Your reaction to the first of what could be as many as four films in this series could depend entirely on how you respond to theatrics. If you tend to enjoy over-the-top performances, grand production design, and a general sense of the larger than life, then you might actually like BEAUTIFUL CREATURES, the latest film from writer-director Richard LaGravenese, based on the novel by Kami Garcia and Margaret Stohl.
I tend not to respond well to such devices, but what does pull me into just about any story are believable, emotionally driven relationships and an attempt at character development. And lucky for us, at the core of this tale of witches vs. Christians (with more costume changes than a Cher concert) is rock solid chemistry between the two, virtually unknown lead actors. And it was the desire to see these two personable people in scene after scene together that tipped my scale toward recommending this attempt at modern Gothic storytelling.
Young Ethan Wate (Alden Ehrenreich, who had key roles in the last two Francis Ford Coppola films) sees himself as trapped by the city limits of his small South Carolina town, where everyone knows each other's business, and if your beliefs stray even a little, you're treated like an outcast, and in some cases even an evil-doer. So imagine the town's response to the Ravenwood family, and its matriarch Macon Ravenwood (Jeremy Irons), whose extended family includes 15-year-old Lena Duchannes (Alice Englert, the daughter of the great filmmaker Jane Campion and soon to be seen in the British drama GINGER AND ROSA). The entire family are witches (or Casters, as they like to be called), who each must choose whether they are going to follow the path of light or dark when they turn 16.
Alice is tempted by dark forces in her life, especially the dark queen Sarafine (Emma Thompson) and her well-meaning but corrupted and vampy cousin Ridley (Emmy Rossum). But according to many, it is Alice's growing feelings for Alden that put her at the most risk of joining Team Dark on her birthday. And thus the emotional weight of their relationship goes up against the fate of Alice's soul.
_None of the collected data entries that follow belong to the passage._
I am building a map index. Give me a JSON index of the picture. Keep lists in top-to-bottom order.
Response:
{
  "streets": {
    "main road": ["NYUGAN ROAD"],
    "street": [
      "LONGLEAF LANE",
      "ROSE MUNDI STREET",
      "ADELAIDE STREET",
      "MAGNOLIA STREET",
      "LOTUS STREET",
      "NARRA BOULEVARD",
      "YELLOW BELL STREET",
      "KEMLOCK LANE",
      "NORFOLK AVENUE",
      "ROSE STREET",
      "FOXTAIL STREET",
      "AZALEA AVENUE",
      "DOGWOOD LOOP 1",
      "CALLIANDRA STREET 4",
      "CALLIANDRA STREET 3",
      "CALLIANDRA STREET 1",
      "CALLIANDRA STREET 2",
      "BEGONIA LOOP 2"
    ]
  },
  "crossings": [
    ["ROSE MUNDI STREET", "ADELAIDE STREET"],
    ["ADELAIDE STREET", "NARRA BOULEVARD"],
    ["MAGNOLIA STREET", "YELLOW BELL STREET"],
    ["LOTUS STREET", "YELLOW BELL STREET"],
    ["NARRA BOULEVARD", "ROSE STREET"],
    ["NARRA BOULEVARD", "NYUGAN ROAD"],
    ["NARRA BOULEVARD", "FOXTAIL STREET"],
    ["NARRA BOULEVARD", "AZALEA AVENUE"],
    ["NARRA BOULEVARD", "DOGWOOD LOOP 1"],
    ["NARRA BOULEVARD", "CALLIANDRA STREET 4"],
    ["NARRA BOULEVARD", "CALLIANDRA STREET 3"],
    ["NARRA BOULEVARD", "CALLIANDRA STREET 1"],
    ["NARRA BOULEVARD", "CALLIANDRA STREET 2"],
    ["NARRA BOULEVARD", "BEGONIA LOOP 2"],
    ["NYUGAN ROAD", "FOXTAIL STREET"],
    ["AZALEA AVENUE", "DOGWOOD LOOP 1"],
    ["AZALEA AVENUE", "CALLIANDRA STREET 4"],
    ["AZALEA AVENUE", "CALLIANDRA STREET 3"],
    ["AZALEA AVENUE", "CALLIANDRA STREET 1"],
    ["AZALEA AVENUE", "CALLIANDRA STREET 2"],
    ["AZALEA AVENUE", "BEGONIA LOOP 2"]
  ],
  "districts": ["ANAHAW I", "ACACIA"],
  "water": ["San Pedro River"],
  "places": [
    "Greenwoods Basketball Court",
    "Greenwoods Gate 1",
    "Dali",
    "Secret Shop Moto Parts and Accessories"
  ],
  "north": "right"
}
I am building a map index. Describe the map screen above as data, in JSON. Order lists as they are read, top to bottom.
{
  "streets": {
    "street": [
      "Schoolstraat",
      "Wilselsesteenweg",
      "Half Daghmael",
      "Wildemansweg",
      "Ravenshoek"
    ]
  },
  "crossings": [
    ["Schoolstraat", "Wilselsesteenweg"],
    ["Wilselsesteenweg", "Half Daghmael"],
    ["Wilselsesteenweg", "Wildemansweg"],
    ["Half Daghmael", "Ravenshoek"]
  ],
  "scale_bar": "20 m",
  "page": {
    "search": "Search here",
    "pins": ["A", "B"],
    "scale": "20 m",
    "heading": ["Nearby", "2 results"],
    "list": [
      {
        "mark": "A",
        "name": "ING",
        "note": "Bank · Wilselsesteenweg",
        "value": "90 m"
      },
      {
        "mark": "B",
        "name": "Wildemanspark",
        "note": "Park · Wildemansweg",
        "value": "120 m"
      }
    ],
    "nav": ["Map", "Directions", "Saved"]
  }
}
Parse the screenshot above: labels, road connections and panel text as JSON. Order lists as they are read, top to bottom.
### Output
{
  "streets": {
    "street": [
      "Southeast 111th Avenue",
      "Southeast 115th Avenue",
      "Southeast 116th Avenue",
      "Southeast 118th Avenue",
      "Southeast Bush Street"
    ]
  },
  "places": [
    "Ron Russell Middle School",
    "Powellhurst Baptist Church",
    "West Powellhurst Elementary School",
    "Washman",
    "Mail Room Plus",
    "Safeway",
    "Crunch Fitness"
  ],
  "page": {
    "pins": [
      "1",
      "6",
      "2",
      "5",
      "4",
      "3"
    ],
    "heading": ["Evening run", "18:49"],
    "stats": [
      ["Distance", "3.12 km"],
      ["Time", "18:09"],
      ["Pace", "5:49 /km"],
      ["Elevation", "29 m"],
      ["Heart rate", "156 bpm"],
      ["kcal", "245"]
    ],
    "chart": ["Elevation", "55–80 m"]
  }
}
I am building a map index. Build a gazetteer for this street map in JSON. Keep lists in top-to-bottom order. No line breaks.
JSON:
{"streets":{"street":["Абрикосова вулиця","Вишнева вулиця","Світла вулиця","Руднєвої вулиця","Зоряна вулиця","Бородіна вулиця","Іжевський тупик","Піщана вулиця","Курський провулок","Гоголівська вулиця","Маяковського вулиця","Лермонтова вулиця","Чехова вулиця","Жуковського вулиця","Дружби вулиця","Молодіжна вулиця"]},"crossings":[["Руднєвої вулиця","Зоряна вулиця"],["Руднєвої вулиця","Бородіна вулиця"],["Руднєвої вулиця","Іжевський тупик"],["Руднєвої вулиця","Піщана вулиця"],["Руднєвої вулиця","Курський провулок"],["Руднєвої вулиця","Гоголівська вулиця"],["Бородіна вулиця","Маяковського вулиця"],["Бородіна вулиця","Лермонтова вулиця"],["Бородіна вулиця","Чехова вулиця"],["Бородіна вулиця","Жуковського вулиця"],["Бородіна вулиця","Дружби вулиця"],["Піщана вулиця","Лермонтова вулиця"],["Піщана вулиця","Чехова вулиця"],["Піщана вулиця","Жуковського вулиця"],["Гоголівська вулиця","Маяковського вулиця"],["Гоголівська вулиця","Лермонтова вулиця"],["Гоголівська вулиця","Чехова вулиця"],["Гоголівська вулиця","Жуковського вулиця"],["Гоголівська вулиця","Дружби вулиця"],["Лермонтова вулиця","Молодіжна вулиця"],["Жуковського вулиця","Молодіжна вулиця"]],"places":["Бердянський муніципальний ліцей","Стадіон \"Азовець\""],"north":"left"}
Alden's attempt to find a way to keep Alice from going dark by enlisting the help of Amma (Viola Davis), a type of knowledgeable spell caster and medium who pretty much understands all there is to know about witches without being one herself.
Now you're probably wondering, what the hell are three Oscar winner (Thompson, Irons and Davis) and one recent Emmy winner (the great Margo Martindale) doing in this supernatural-based teen romance? Well, they're hamming it up; that's what. To say that Irons and Thompson are chewing scenery and overplaying every scene they're in would be a gross misunderstanding of the phrase. Thompson waves her arms around so much, I thought she was directing traffic. She bobs and weaves her body, while adopting a Southern accent that no Southerner would claim as being from their region of the country. But, that doesn't mean it isn't fun to watch such a gifted performer utterly go for broke.
The special effects in BEAUTIFUL CREATURES are overused and nothing special. The costumes and sets are gaudy and ridiculous, and pretty much all non-witch characters feel like one-dimensional collections of clichéd traits. But as I mentioned, the two leads have a chemistry that is hard to resist, and clearly LaGravenese saw this and used it effectively. During the editing of the film, he actually kept in entire sequences where Alden and Alice just talk. They aren't driving the plot forward; they are simply letting us get to know them as they get to know each other. At heart, these two are just the school outcasts who found love with each other, but they are also extremely good-looking kids who are drawn to each other, and who doesn't love that? But during the course of their engaging conversations, I got to learn about these characters and care about whether they ended up together.
The film gets unnecessarily complicated and sloppy in the third act as Alice's "claiming" arrives, but by then, I was already hooked into Alden and Alice's lives and wanted to know how they'd come out the other side of this kooky story. As I said, it may be tough for a lot of people to look past the playing-to-the-back-row acting being supplied by the supporting cast of BEAUTIFUL CREATURES, but if you find yourself prone to camp, you may particularly enjoy the sequence where Irons and Thompson square off in a church (at least Davis seems appropriately dialed back).
The film works best when you peer through the frills and concentrate of the strong romance that keeps this film's heart beating. It's certainly a more acceptable and realistic relationship than the one featured in this week's other big romantic endeavor (also set in the Carolinas), SAFE HAVEN.